**Your objective**
The response must reproduce exactly every line of the material below holding the word "controls".

**Entries provided**
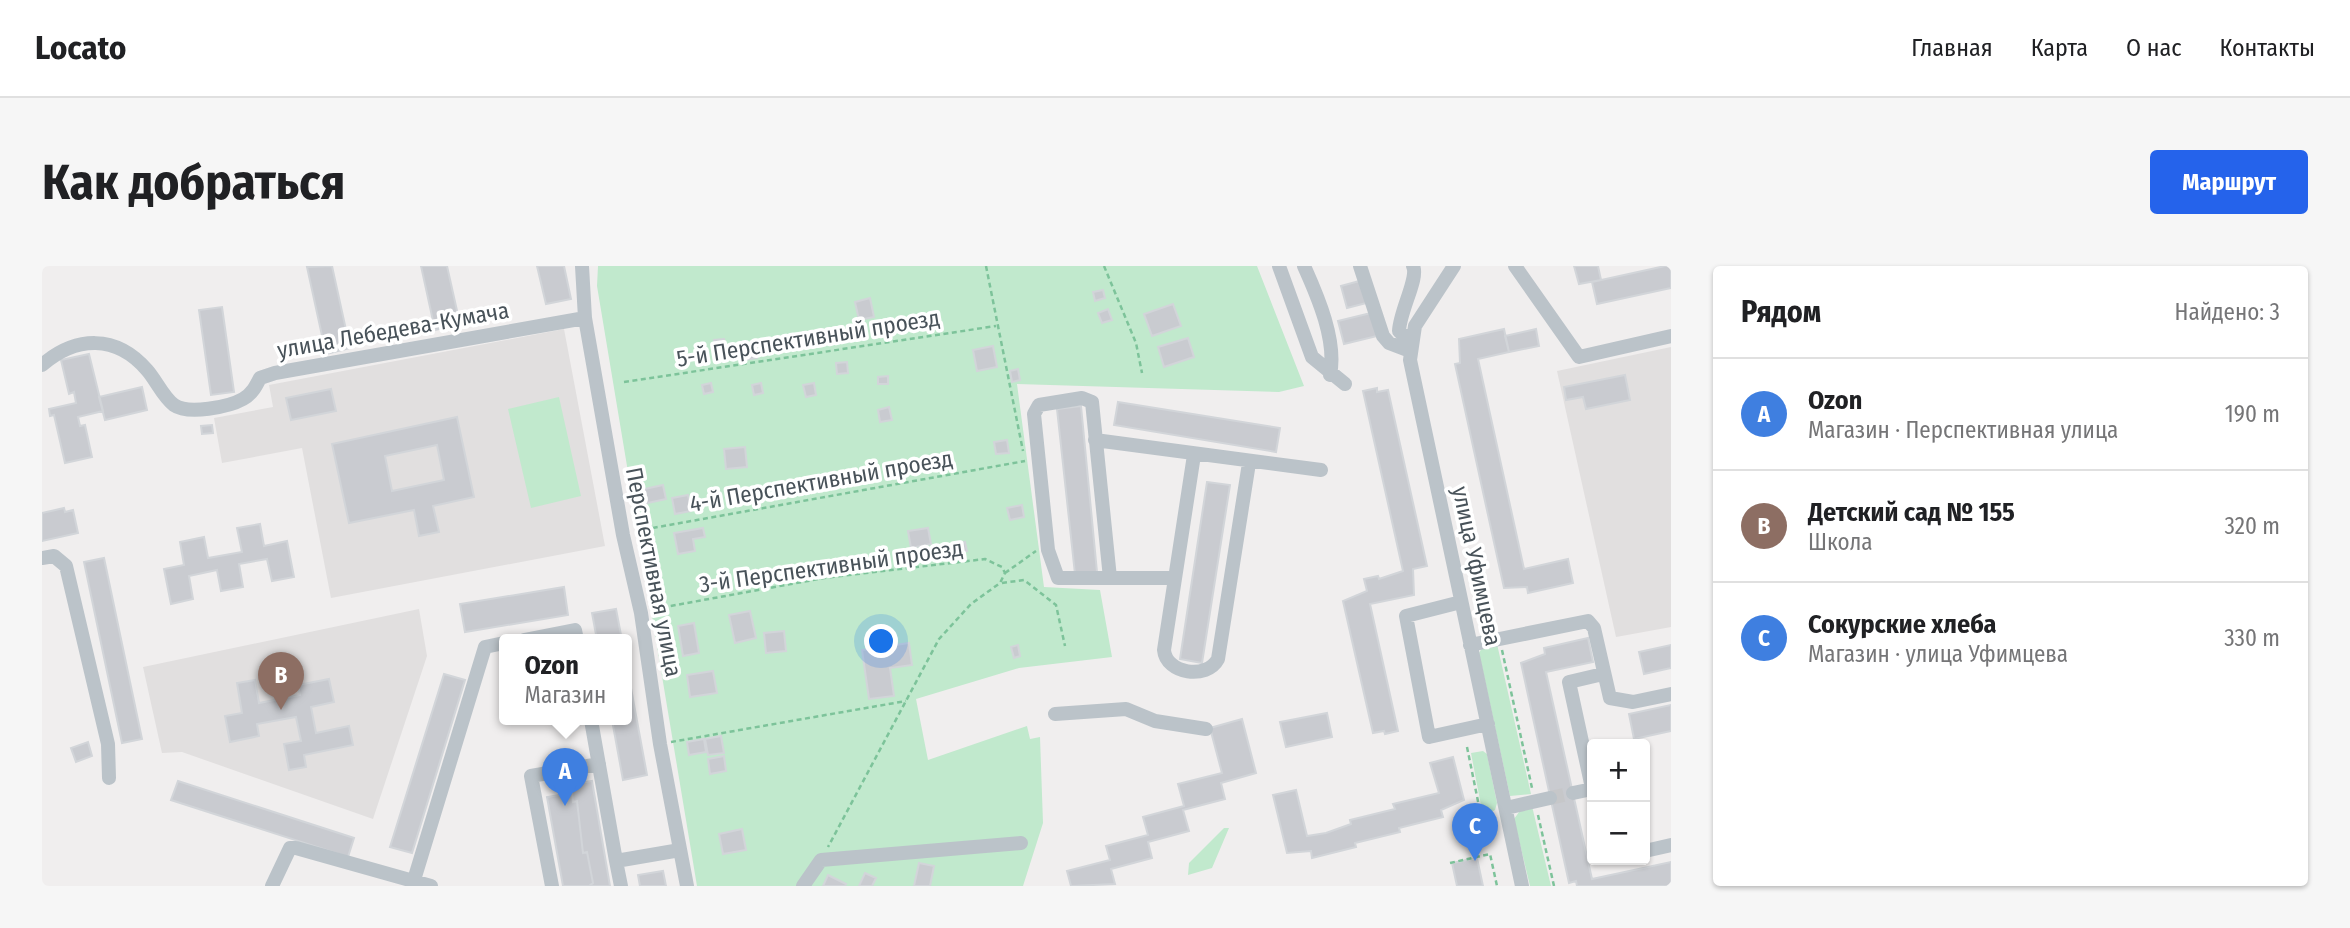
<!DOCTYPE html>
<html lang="ru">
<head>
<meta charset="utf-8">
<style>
  body { margin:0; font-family:"Fira Sans Condensed",sans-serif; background:#f6f6f6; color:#202124 }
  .controls { position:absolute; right:21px; bottom:21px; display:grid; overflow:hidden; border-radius:7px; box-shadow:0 2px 5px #0004 }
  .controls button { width:63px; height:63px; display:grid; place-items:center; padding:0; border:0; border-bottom:2px solid #e0e0e0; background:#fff; color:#202124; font:35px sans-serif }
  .you { position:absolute; left:840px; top:376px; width:24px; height:24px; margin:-18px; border:5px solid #fff; border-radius:50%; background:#1a73e8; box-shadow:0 0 0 10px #1a73e833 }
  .badge { display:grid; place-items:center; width:46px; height:46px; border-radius:50%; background:#2563eb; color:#fff; font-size:23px; font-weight:700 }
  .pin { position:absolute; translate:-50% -58px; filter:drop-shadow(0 2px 4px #0008) }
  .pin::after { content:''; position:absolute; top:37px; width:24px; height:21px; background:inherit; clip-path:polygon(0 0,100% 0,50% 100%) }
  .popup { position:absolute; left:457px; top:368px; width:133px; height:91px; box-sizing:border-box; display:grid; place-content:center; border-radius:7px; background:#fff; filter:drop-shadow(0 2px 5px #0005); font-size:23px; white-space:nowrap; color:#757577 }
  .popup b { font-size:26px; color:#202124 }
  .popup::after { content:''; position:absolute; left:50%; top:100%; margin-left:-14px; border:14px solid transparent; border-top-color:#fff }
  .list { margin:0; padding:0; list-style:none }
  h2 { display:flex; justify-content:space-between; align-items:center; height:91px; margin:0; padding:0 28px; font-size:30px }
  h2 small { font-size:23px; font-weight:400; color:#757577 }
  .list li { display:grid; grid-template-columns:46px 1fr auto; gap:21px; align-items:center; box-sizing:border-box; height:112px; padding:0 28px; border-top:2px solid #e0e0e0 }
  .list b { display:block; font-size:26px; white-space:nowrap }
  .list p { margin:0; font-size:23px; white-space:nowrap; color:#757577 }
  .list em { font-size:23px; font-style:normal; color:#757577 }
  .map { position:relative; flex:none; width:1629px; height:620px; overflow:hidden; border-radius:7px }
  header { display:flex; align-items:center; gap:42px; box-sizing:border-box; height:98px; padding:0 35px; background:#fff; border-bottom:2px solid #e0e0e0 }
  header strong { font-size:33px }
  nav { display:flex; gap:38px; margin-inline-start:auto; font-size:24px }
  .intro { display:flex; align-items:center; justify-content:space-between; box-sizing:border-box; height:168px; padding:0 42px }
  h1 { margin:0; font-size:49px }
  .button { padding:18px 32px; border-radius:7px; background:#2563eb; color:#fff; font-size:24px; font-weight:700 }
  main { display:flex; gap:42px; padding:0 42px }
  aside { flex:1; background:#fff; border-radius:7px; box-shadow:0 2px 5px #0004 }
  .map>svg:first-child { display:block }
</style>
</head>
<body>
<header>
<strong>Locato</strong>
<nav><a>Главная</a><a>Карта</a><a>О нас</a><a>Контакты</a></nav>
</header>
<div class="intro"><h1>Как добраться</h1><a class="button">Маршрут</a></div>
<main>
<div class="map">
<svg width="1629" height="620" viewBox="0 0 1629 620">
  <rect width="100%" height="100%" fill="#f0eeee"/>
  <path fill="#e1dfdf" d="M522,63L563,280L289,332L260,182L180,197L172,152L231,141L227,119Z
    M1629,81V361L1574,371L1515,105Z
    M377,343L385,390L331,553L140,486L120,487L101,401Z"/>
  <path fill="#c1e9cd" d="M556,0H1215L1262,120L1237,126L975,118L1002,321L1058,324L1070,391L977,402L874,433L886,494L985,460L988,473L998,471L1001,557L981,620H655L555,20Z
    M517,131L539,230L489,242L466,143Z
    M1455,378L1489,528L1468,530L1437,387L1440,382Z
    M1441,485L1445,488L1455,537L1453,544L1441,550L1429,487Z
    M1490,540L1509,620H1488L1472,553L1480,542Z
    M1182,562H1187L1170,602L1146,609L1147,597Z"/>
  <path fill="#c9cbd0" stroke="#d2d5d9" stroke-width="2" fill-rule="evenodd" d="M290,0L308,82L284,88L265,1Z
    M379,0H405L418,58L393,64Z
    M495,0H522L529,33L504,38Z
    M1532,0H1556L1559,14L1537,18Z
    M1623,0H1629V22L1555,38L1550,16Z
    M1321,14L1328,36L1305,42L1299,20Z
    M1061,24L1063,32L1053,35L1051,26Z
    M828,32L832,51L817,54L813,36Z
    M1131,38L1139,60L1110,70L1102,48Z
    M180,41L192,126L169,129L157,44Z
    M1066,43L1070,54L1060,57L1056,47Z
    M1333,46L1339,69L1302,78L1296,55Z
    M361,59L363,70L346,74L343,63Z
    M1462,63L1467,86L1436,93L1482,303L1526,293L1531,317L1486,327L1485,321L1462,322L1413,98L1418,97L1417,73Z
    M1494,63L1497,80L1467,86L1463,70Z
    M1146,72L1152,91L1122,101L1116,81Z
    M682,73L684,83L674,85L672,74Z
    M714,80L715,92L702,94L701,82Z
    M951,80L955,101L935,105L931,84Z
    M47,88L61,145L36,151L38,160L43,159L50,191L23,197L12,149L8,150L7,143L34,137L32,126L27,128L19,94Z
    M805,96L806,107L795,108L794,97Z
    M976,103L978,114L970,116L968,105Z
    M1583,109L1588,134L1544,143L1541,131L1524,134L1522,121Z
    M846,110V118H836V111Z
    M669,117L671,126L662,128L660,119Z
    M719,117L721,127L712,129L710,119Z
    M772,117L774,129L764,131L761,119Z
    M100,121L105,144L63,154L57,131Z
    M1335,122V126L1346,124L1385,300L1371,303L1372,329L1328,338L1356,465L1343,468L1342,465L1331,467L1301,335L1325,325L1322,313L1336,310L1337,313L1361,305L1321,125Z
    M289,123L294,145L249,154L244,132Z
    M1076,136L1238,162L1234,186L1072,159Z
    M1039,140L1055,306L1033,308L1015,143Z
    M847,141L850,154L838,156L836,144Z
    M415,151L432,231L391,240L397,266L377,270L372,244L307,257L290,178ZM395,179L402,214L350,225L343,190Z
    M170,159L171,167L160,168L159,160Z
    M965,174L967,187L954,188L952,176Z
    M703,181L705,201L684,203L682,183Z
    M1165,216L1188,219L1160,397L1138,393Z
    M621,219L624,233L601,238L598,224Z
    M646,229L649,245L633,248L630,232Z
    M980,239L982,251L968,254L965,242Z
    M22,242L23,246L31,244L36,267L0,275V247Z
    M218,258L222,280L245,275L252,311L230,315L225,293L197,298L201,321L179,325L175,304L147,310L151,333L129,338L122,303L142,299L138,276L162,271L166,292L200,286L195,262Z
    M661,262L663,271L651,273L653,285L636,288L632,267Z
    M886,262L889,278L869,282L866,265Z
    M923,276L925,285L912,288L910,279Z
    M62,292L100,473L80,477L42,296Z
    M685,313L687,322L678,324L676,315Z
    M522,321L526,349L423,366L418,338Z
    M574,343L580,374H555L550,347Z
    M708,345L714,372L693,377L687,349Z
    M652,357L657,387L641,390L636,360Z
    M742,365L744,385L724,387L722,367Z
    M1546,372L1551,396L1504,406L1550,613L1629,596V620H1535L1534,615L1527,617L1479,397L1503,388L1502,382Z
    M867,377L870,399L848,402L852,430L827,433L820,384Z
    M976,379L978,390L972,392L969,381Z
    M1629,379V402L1602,408L1597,386Z
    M584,395L605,509L581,514L570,454H584Z
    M671,405L675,427L648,431L645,409Z
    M402,408L423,414L370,587L348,581Z
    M287,413L292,436L269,441L274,467L307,460L311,479L262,489L264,501L247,504L242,478L259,475L254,451L215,458L217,470L188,476L183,450L200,447L195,417L213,414L217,437L258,429L256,419Z
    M1629,439V465L1592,473L1587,448Z
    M1285,447L1290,471L1244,481L1238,456Z
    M1200,453L1214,507L1179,517L1183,533L1141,544L1147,565L1106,576L1110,592L1069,603L1073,618L1029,620L1025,605L1068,594L1064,580L1106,569L1101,551L1142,540L1136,518L1180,507L1168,462Z
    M679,470L682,487L666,489L663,473Z
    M662,473L664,486L647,489L645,476Z
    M46,476L50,490L34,496L29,482Z
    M682,490L684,505L668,508L666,493Z
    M1411,491L1422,534L1399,544L1401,551L1357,562L1358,566L1313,577L1314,581L1270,592L1269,585L1245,587L1231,529L1254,524L1265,570L1284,567L1309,558L1308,554L1353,543L1351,538L1397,527L1388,497Z
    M136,515L312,572L306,591L129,534Z
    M550,515L568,620H547L551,617L545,586L541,587L535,535L531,536L530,527L521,528L519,520Z
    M530,527L531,536L535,535L541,587L545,586L551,617L547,620H521L505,531Z
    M700,563L704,584L681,588L677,568Z
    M1435,592L1441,620H1415L1410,597Z
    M877,597L892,600L888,620H872Z
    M621,605L624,620H598L596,609Z
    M823,607L834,612L830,620H817Z
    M786,609L804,618L803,620H781Z"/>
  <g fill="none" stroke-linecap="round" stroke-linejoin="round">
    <path stroke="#c6c7c9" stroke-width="14" stroke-dasharray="14 7" stroke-linecap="butt" d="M1508,532L1531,527"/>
    <path stroke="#7dc39a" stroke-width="2.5" stroke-dasharray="5 3.5" stroke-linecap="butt" d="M944,0L981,185
      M1062,0L1094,77L1100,107
      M582,116L954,60
      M594,265L983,195
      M963,307L994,285
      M960,317L982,314L1014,339L1023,380
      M612,343L782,312L943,293L960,301L963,307L958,317L929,338L897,373L786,581
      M1460,384L1490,522
      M629,476L864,435
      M1425,481L1439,550
      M1496,549L1512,620
      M1441,559L1444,573
      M1408,597L1448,588L1455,620"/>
    <path stroke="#bbc3c9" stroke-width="14" d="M540,0L543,52L581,269L599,347L618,478L645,620
      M1237,0L1270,91L1303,118
      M1262,0C1276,31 1295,75 1288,109
      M1318,0L1341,70L1347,77L1368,85
      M1412,0L1373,60L1368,94L1480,620
      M1473,0L1537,91L1629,70
      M1369,76L1357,65C1358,44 1377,12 1371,0
      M0,99C34,70 74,68 105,104C114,114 121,131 132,139C146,149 187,141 201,133C210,128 214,120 218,112L233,107L543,52
      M1040,132L1050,136L1068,312H1016L1006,284L992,148L997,139Z
      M1053,174L1279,204
      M1152,189L1122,384C1124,408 1165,414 1176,393L1207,197
      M0,292L12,290L24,300L66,478L67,512
      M1068,312H1132
      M1419,336L1364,350L1387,471L1446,458
      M482,374L533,364L535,374
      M1428,379L1546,355L1552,362L1568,432L1591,436L1629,428
      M1013,448L1084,443L1113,455L1164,463
      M549,454L574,595L638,584
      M1550,522L1527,416L1561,408
      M1531,527L1550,523
      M1464,542L1508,532
      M1603,585L1629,579
      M574,595L579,620
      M372,614L443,381L462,377
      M230,620L248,582H254L389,620
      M510,620L489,510L557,498
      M761,620L779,594L979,577"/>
  </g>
  <g text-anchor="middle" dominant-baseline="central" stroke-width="7" stroke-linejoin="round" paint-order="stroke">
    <g font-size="23" fill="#485259" stroke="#fff">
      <text transform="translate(351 64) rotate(-10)">улица Лебедева-Кумача</text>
      <text transform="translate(766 72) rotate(-9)">5-й Перспективный проезд</text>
      <text transform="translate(779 215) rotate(-10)">4-й Перспективный проезд</text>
      <text transform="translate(789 300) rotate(-8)">3-й Перспективный проезд</text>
      <text transform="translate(1435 300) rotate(78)">улица Уфимцева</text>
      <text transform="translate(612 306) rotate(79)">Перспективная улица</text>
    </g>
  </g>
</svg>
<div class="controls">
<button>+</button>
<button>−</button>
</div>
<div class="you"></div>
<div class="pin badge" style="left:523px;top:540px;background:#3f7fe0">A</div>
<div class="popup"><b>Ozon</b>Магазин</div>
<div class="pin badge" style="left:239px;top:444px;background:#8d6e63">B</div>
<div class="pin badge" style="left:1433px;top:595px;background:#3f7fe0">C</div>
</div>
<aside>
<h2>Рядом<small>Найдено: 3</small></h2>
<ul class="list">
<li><span class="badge" style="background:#3f7fe0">A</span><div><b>Ozon</b><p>Магазин · Перспективная улица</p></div><em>190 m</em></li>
<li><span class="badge" style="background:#8d6e63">B</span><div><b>Детский сад № 155</b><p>Школа</p></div><em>320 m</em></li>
<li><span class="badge" style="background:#3f7fe0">C</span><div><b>Сокурские хлеба</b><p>Магазин · улица Уфимцева</p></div><em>330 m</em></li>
</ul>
</aside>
</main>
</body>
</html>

**Solution below**
  .controls { position:absolute; right:21px; bottom:21px; display:grid; overflow:hidden; border-radius:7px; box-shadow:0 2px 5px #0004 }
  .controls button { width:63px; height:63px; display:grid; place-items:center; padding:0; border:0; border-bottom:2px solid #e0e0e0; background:#fff; color:#202124; font:35px sans-serif }
<div class="controls">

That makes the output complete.